Start of Block

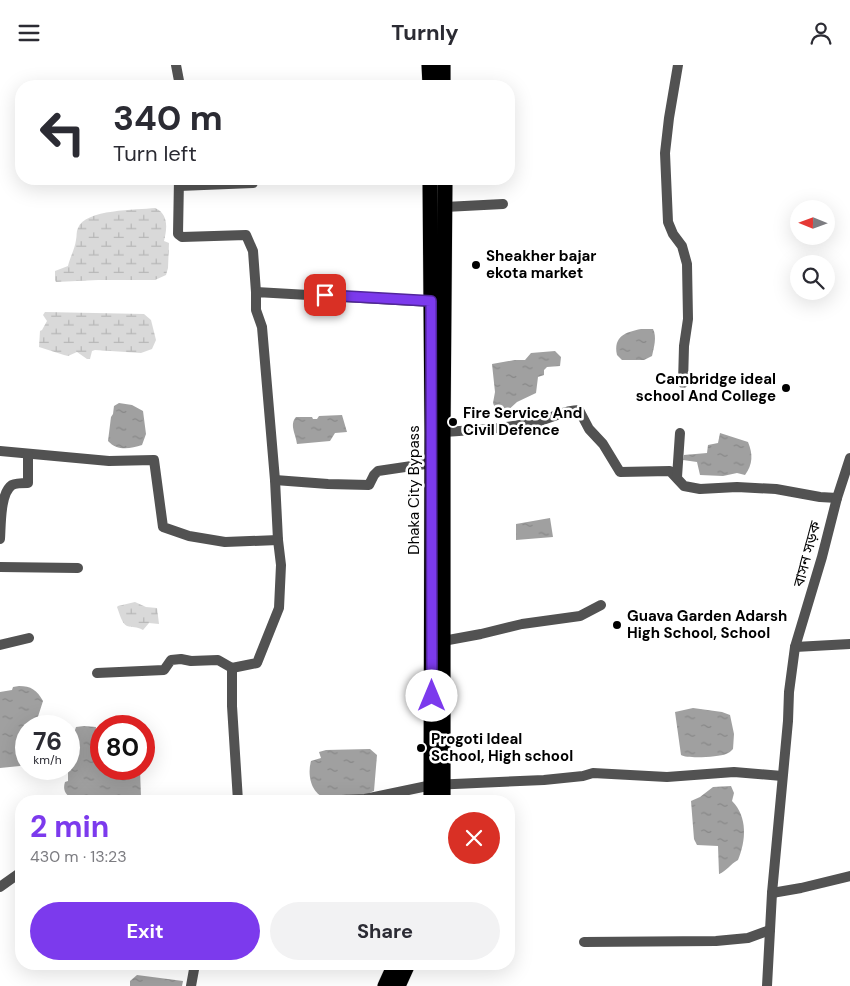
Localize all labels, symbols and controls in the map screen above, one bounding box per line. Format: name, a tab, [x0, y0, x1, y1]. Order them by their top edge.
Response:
text: Turnly	[391, 18, 459, 47]
icon: menu	[15, 19, 43, 47]
icon: person	[807, 19, 835, 47]
text: 340 m	[113, 95, 223, 141]
icon: left	[30, 100, 95, 165]
text: Turn left	[113, 139, 197, 168]
north arrow	[790, 200, 835, 245]
map controls	[790, 200, 835, 300]
place label: Sheakher bajar ekota market	[486, 246, 596, 283]
button: search	[790, 255, 835, 300]
marker: Sheakher bajar ekota market	[470, 259, 482, 271]
pin	[304, 274, 346, 316]
icon: arrive	[311, 281, 339, 309]
place label: Cambridge ideal school And College	[636, 369, 776, 406]
marker: Cambridge ideal school And College	[780, 382, 792, 394]
place label: Fire Service And Civil Defence	[463, 403, 582, 440]
marker: Fire Service And Civil Defence	[447, 416, 459, 428]
street label: Dhaka City Bypass	[404, 425, 424, 555]
street label: বাসন সড়ক	[788, 518, 826, 590]
place label: Guava Garden Adarsh High School, School	[627, 606, 787, 643]
marker: Guava Garden Adarsh High School, School	[611, 619, 623, 631]
position arrow	[405, 669, 457, 721]
speed limit sign: 80	[90, 715, 155, 780]
text: 76	[33, 725, 62, 758]
place label: Progoti Ideal School, High school	[431, 729, 573, 766]
marker: Progoti Ideal School, High school	[415, 742, 427, 754]
text: km/h	[33, 752, 62, 768]
text: 2 min	[30, 807, 109, 846]
button: close	[448, 812, 500, 864]
text: 430 m · 13:23	[30, 846, 127, 867]
button: Exit	[30, 902, 260, 960]
button: Share	[270, 902, 500, 960]

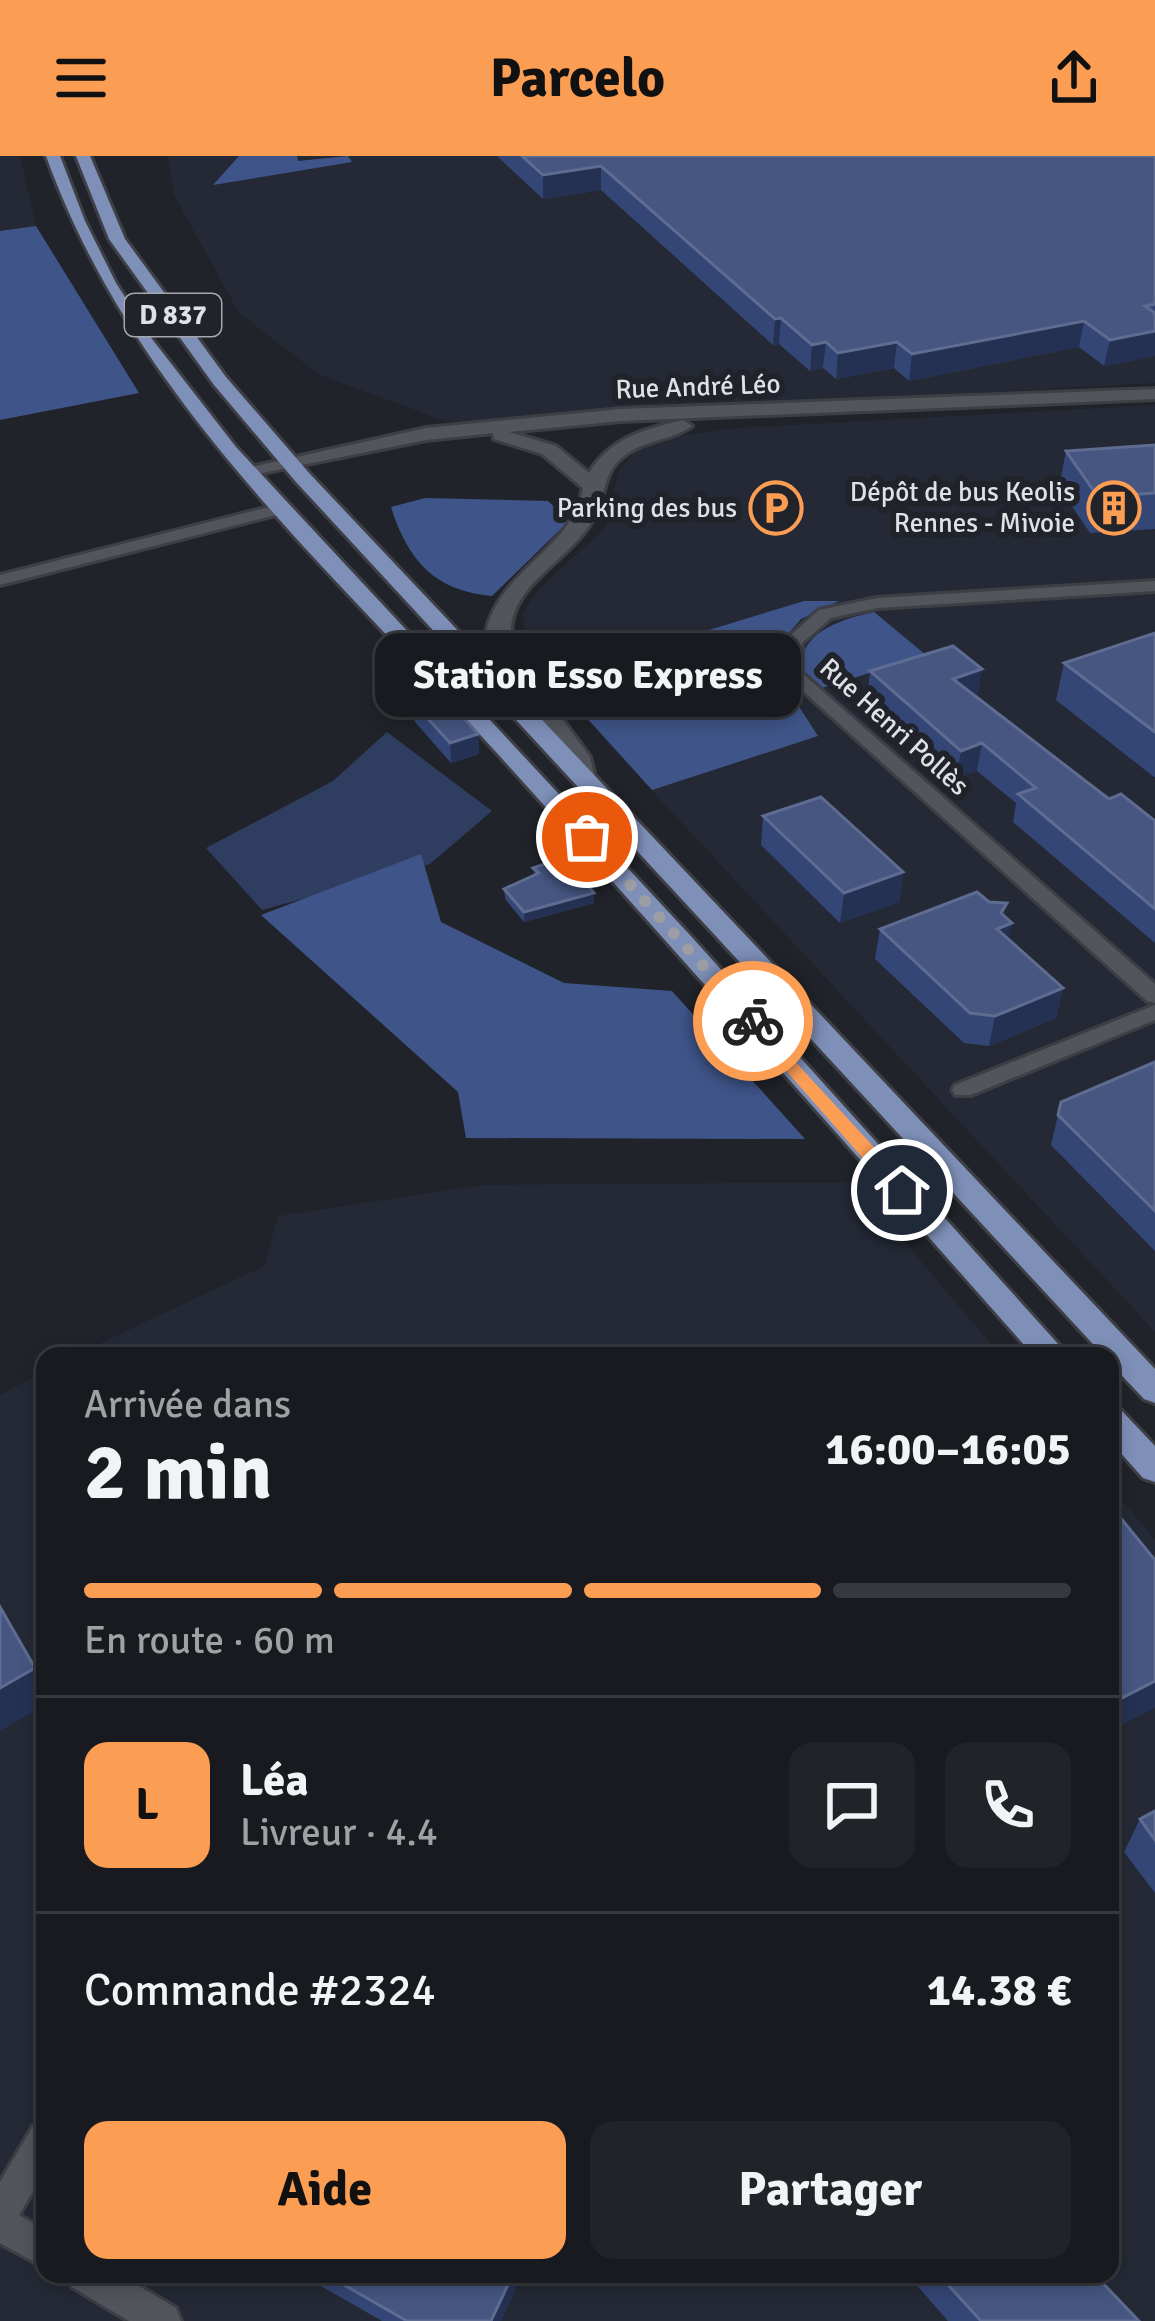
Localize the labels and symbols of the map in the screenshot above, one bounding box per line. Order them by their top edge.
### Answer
road number: D 837 [125,294,221,336]
street label: Rue André Léo [615,368,781,406]
place label: Dépôt de bus Keolis Rennes - Mivoie [850,476,1075,540]
parking icon: Parking des bus [748,480,804,536]
building icon: Dépôt de bus Keolis Rennes - Mivoie [1086,480,1142,536]
place label: Parking des bus [557,492,737,525]
callout: Station Esso Express [374,633,800,717]
street label: Rue Henri Pollès [813,651,975,803]
pin [536,786,638,888]
courier [693,961,813,1081]
pin [851,1139,953,1241]

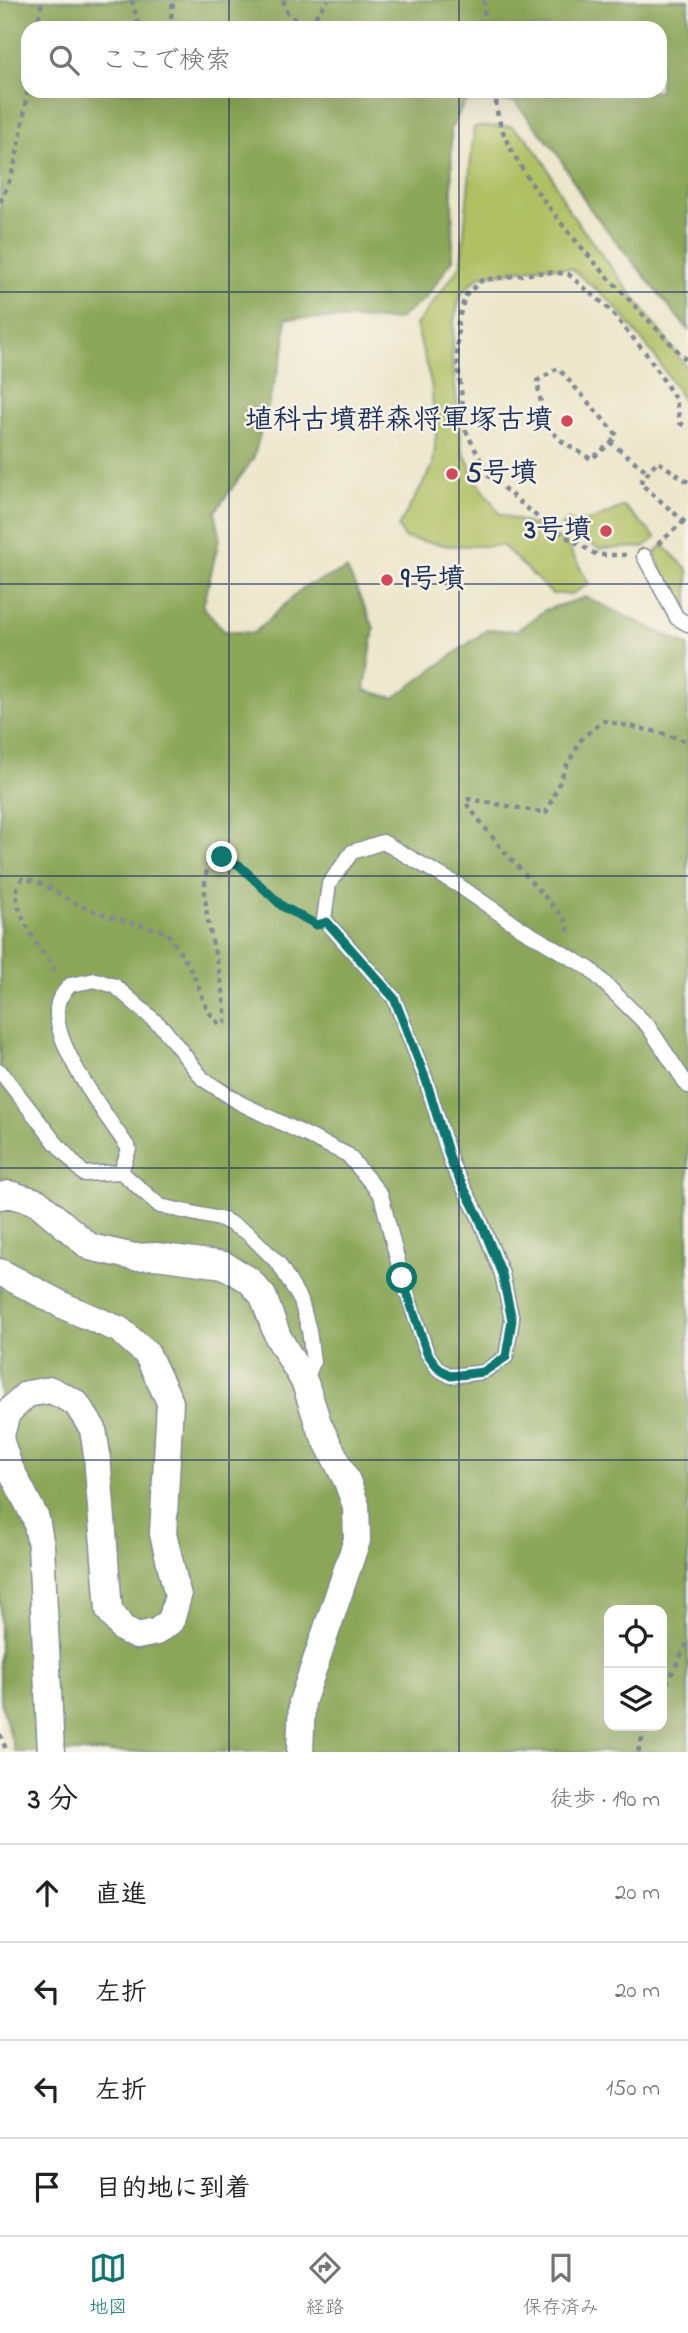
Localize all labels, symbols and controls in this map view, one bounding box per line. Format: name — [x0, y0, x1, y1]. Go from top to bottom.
search box — [21, 21, 667, 98]
icon: search — [45, 41, 83, 79]
text: ここで検索 — [101, 43, 231, 81]
place label: 埴科古墳群森将軍塚古墳 — [245, 401, 553, 442]
marker: 埴科古墳群森将軍塚古墳 — [559, 413, 575, 429]
place label: 5号墳 — [466, 454, 538, 495]
marker: 5号墳 — [444, 466, 460, 482]
place label: 3号墳 — [523, 511, 592, 552]
marker: 3号墳 — [598, 523, 614, 539]
place label: 9号墳 — [400, 560, 465, 601]
marker: 9号墳 — [379, 572, 395, 588]
route end — [206, 841, 237, 872]
route start — [386, 1262, 417, 1293]
map controls — [604, 1605, 667, 1731]
button: locate — [604, 1605, 667, 1668]
button: layers — [604, 1668, 667, 1731]
text: 3 分 — [28, 1779, 78, 1823]
text: 徒歩 · 190 m — [550, 1784, 660, 1817]
icon: ahead — [28, 1874, 66, 1912]
text: 直進 — [95, 1877, 147, 1915]
text: 20 m — [615, 1877, 660, 1910]
icon: left — [28, 1972, 66, 2010]
text: 左折 — [95, 1975, 147, 2013]
text: 20 m — [615, 1975, 660, 2008]
icon: left — [28, 2070, 66, 2108]
text: 左折 — [95, 2073, 147, 2111]
text: 150 m — [606, 2073, 660, 2106]
icon: arrive — [28, 2168, 66, 2206]
text: 目的地に到着 — [95, 2171, 251, 2209]
tab: 地図 — [89, 2249, 127, 2322]
tab: 経路 — [306, 2249, 344, 2322]
tab: 保存済み — [523, 2249, 599, 2322]

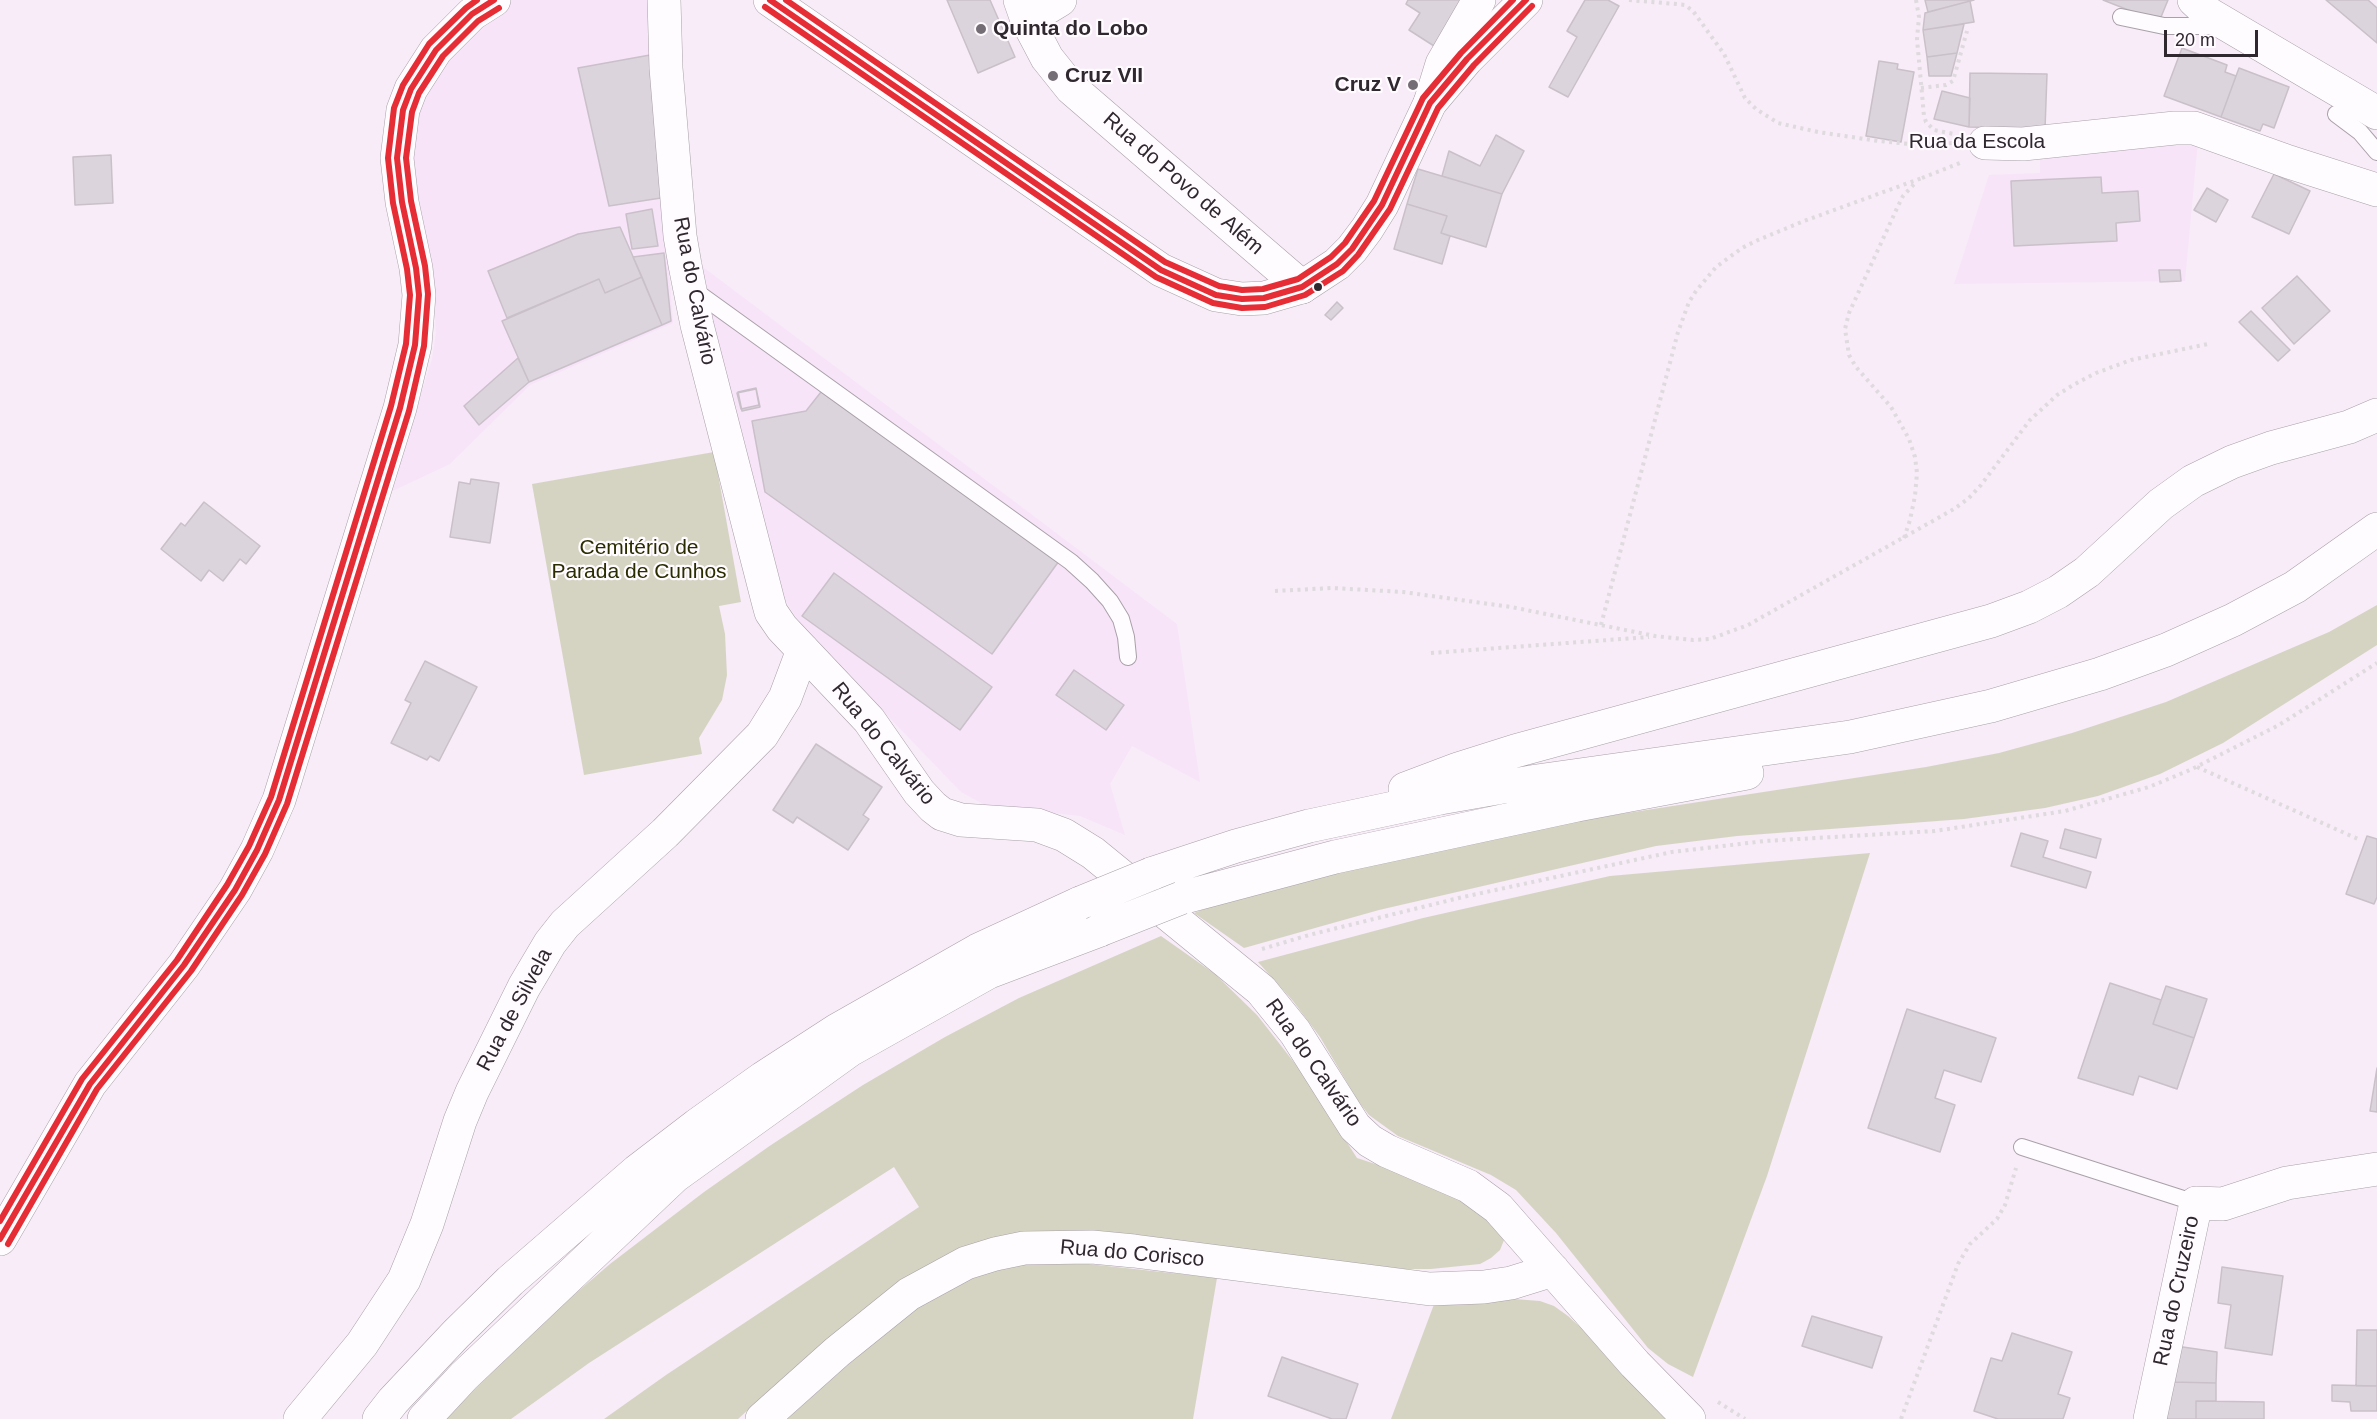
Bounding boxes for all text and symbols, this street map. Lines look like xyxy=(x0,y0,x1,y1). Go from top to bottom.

End of Block

> _WHAT YOU WILL DO_
If a line in the records above contains the word "their", copy it.

> _RESPONSE TO THIS EXERCISE_
Localize all labels, symbols and controls in the map screen above, one bounding box per line. Format: name, a tab, [x0, y0, x1, y1]. Order them by their top edge.
Localize the labels and symbols of the map in the screenshot above, one bounding box per line. Order them by their top edge.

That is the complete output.